AMISH EYE STUDY: Baseline Spectral Domain Optical Coherence Tomography Characteristics of Age-Related Macular Degeneration.

Retina 2019 Aug;39(8):1540-1550

Department of Ophthalmology, University of Pennsylvania, Perelman School of Medicine, Philadelphia, Pennsylvania.

Purpose: To describe spectral domain optical coherence tomography (SD-OCT) findings in an Amish cohort to assess SD-OCT markers for early age-related macular degeneration (AMD).

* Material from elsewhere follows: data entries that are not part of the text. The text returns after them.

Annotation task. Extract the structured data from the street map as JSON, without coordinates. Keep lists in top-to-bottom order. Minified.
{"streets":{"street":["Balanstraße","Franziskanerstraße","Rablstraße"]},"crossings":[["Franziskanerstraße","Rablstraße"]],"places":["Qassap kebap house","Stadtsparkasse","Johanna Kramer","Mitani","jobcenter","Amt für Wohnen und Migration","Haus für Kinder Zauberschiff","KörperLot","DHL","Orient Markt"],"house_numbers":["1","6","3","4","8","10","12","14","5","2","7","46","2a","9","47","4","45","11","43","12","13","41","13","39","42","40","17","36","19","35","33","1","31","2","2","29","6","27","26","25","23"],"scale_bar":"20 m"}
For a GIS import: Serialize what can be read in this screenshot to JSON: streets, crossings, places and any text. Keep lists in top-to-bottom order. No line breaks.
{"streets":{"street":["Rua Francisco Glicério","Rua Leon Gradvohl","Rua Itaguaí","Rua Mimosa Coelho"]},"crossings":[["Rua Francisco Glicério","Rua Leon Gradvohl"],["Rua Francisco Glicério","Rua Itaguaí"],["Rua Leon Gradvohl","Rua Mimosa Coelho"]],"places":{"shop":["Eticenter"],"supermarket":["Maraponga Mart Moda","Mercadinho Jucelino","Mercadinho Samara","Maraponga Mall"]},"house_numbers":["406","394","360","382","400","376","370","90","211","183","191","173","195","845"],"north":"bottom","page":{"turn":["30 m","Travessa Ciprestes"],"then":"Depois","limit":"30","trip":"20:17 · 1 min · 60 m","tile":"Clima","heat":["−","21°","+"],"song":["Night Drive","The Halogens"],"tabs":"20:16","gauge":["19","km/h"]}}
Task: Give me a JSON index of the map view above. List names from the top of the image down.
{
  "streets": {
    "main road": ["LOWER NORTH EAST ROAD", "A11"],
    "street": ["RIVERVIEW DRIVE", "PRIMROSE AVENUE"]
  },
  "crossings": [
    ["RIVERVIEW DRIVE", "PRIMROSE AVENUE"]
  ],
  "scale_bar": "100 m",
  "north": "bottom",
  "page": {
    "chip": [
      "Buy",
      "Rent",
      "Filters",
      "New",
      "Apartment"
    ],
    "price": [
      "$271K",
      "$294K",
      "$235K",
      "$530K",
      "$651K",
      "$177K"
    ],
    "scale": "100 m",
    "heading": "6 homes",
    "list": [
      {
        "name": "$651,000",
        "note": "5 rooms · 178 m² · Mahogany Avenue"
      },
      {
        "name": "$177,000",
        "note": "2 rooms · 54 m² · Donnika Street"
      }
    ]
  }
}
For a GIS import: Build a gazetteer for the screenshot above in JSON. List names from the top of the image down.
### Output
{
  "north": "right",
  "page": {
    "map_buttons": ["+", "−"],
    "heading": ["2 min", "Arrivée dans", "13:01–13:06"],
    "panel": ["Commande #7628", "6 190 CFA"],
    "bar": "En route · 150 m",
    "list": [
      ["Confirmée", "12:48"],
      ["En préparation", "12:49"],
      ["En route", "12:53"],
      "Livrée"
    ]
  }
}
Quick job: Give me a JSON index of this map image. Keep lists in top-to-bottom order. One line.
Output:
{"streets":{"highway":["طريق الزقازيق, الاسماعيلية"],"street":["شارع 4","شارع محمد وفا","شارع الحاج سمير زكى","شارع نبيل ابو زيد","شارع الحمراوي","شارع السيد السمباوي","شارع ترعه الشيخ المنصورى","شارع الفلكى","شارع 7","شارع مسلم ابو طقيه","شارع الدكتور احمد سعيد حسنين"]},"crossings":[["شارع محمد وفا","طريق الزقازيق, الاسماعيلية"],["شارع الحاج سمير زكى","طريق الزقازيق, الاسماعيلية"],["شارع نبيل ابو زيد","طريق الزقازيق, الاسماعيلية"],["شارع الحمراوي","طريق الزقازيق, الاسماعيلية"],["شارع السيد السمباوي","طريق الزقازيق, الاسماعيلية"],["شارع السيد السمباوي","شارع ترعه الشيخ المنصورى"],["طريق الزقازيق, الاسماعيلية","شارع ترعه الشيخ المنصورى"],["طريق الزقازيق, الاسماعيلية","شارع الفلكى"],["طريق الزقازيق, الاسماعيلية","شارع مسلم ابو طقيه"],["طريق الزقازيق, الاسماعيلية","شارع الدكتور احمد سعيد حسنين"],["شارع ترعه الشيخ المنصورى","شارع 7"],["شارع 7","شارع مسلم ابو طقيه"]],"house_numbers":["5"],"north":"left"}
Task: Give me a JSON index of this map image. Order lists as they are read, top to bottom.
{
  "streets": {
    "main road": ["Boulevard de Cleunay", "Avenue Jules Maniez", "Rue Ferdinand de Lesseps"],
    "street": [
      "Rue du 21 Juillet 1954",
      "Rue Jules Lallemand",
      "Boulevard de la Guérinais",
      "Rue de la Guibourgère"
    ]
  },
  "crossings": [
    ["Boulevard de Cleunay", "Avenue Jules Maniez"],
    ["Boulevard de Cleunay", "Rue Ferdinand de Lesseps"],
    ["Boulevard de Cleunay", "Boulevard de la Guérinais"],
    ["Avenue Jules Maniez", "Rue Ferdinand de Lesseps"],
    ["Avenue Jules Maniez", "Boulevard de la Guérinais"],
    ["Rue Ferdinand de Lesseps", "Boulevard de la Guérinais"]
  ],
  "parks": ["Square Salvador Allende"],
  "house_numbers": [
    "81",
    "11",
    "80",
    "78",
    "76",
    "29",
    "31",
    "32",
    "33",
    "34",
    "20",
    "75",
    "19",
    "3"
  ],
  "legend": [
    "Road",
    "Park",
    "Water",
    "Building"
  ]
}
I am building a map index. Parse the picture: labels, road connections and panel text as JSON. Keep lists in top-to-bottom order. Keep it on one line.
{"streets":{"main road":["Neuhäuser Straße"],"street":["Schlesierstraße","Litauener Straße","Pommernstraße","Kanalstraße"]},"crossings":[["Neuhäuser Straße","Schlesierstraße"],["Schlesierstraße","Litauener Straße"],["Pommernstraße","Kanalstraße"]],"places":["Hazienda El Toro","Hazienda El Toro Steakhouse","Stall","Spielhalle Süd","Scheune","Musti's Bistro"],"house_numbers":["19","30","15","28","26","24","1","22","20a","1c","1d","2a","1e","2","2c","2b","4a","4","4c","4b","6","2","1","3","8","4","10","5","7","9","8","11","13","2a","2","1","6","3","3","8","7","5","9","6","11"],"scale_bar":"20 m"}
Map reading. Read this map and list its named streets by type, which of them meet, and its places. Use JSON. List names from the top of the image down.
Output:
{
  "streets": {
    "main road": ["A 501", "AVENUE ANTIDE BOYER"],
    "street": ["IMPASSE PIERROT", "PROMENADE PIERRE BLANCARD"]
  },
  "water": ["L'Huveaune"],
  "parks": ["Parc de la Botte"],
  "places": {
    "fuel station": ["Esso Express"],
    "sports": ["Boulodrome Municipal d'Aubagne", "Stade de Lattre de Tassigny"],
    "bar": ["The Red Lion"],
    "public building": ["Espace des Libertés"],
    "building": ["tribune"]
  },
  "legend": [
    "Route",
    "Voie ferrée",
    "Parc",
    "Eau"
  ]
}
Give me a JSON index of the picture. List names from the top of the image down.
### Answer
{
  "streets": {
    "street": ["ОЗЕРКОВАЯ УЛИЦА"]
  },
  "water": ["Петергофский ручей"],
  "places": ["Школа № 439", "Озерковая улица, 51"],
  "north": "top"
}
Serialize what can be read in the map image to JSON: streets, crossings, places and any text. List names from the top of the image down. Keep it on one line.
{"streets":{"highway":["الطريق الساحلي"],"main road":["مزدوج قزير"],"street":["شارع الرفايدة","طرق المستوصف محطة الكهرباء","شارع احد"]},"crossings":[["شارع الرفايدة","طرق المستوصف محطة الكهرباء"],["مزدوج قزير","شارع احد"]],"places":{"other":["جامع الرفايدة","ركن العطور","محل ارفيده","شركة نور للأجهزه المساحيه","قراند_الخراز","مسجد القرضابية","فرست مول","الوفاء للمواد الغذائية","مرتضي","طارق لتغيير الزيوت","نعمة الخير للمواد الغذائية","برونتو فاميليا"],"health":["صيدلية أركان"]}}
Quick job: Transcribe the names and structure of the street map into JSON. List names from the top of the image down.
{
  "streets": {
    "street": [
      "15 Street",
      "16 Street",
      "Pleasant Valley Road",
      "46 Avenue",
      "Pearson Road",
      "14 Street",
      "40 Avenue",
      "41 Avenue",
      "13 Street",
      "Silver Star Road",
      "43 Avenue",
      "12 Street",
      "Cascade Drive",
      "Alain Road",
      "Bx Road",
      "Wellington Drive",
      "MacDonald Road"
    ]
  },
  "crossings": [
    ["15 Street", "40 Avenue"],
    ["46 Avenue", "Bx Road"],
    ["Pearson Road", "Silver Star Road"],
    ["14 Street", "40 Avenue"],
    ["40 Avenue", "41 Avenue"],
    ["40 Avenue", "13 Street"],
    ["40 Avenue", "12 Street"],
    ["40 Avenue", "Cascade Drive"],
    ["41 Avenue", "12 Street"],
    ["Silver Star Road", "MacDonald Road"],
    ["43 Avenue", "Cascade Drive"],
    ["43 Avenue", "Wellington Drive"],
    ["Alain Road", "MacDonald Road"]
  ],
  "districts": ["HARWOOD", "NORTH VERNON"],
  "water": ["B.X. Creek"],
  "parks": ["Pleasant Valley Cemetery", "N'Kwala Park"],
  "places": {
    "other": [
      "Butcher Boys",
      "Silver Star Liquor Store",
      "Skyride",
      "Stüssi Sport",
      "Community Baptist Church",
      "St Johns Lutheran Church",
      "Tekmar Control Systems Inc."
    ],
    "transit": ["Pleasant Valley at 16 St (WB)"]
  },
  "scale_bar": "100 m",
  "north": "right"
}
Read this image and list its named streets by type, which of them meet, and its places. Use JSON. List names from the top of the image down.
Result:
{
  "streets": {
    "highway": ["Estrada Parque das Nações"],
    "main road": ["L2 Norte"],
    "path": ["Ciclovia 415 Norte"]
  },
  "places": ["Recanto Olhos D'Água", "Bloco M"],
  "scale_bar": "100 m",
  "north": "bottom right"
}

Methods: The authors performed a family-based prospective cohort study of 1,146 elderly Amish subjects (age range 50-99 years) (2,292 eyes) who had a family history of at least 1 individual with AMD. All subjects underwent complete ophthalmic examinations, SD-OCT using both Cirrus and Spectralis (20 × 20° scan area) instruments, fundus autofluorescence, infrared imaging, and color fundus photography. Spectral domain optical coherence tomography characteristics were analyzed in subjects with AMD (with and without subretinal drusenoid deposits [SDDs]) and normal healthy cohorts.

Results: Participants' mean age was 65.2 years (SD ± 11). Color fundus photographic findings in 596 (53%) subjects (1,009 eyes) were consistent with AMD; the remaining 478 (43%) subjects showed no signs of AMD. The choroid was significantly thinner on OCT (242 ± 76 µm, P < 0.001) in those with AMD compared with those without (263 ± 63 µm). Subretinal drusenoid deposits were found in 143 eyes (7%); 11 of the 143 eyes (8%) had no other manifestations of AMD. Drusen volume (P < 0.001) and area of geographic atrophy (P < 0.001) were significantly greater, and choroid was significantly (P < 0.001) thinner in subjects with SDDs versus those without SDDs.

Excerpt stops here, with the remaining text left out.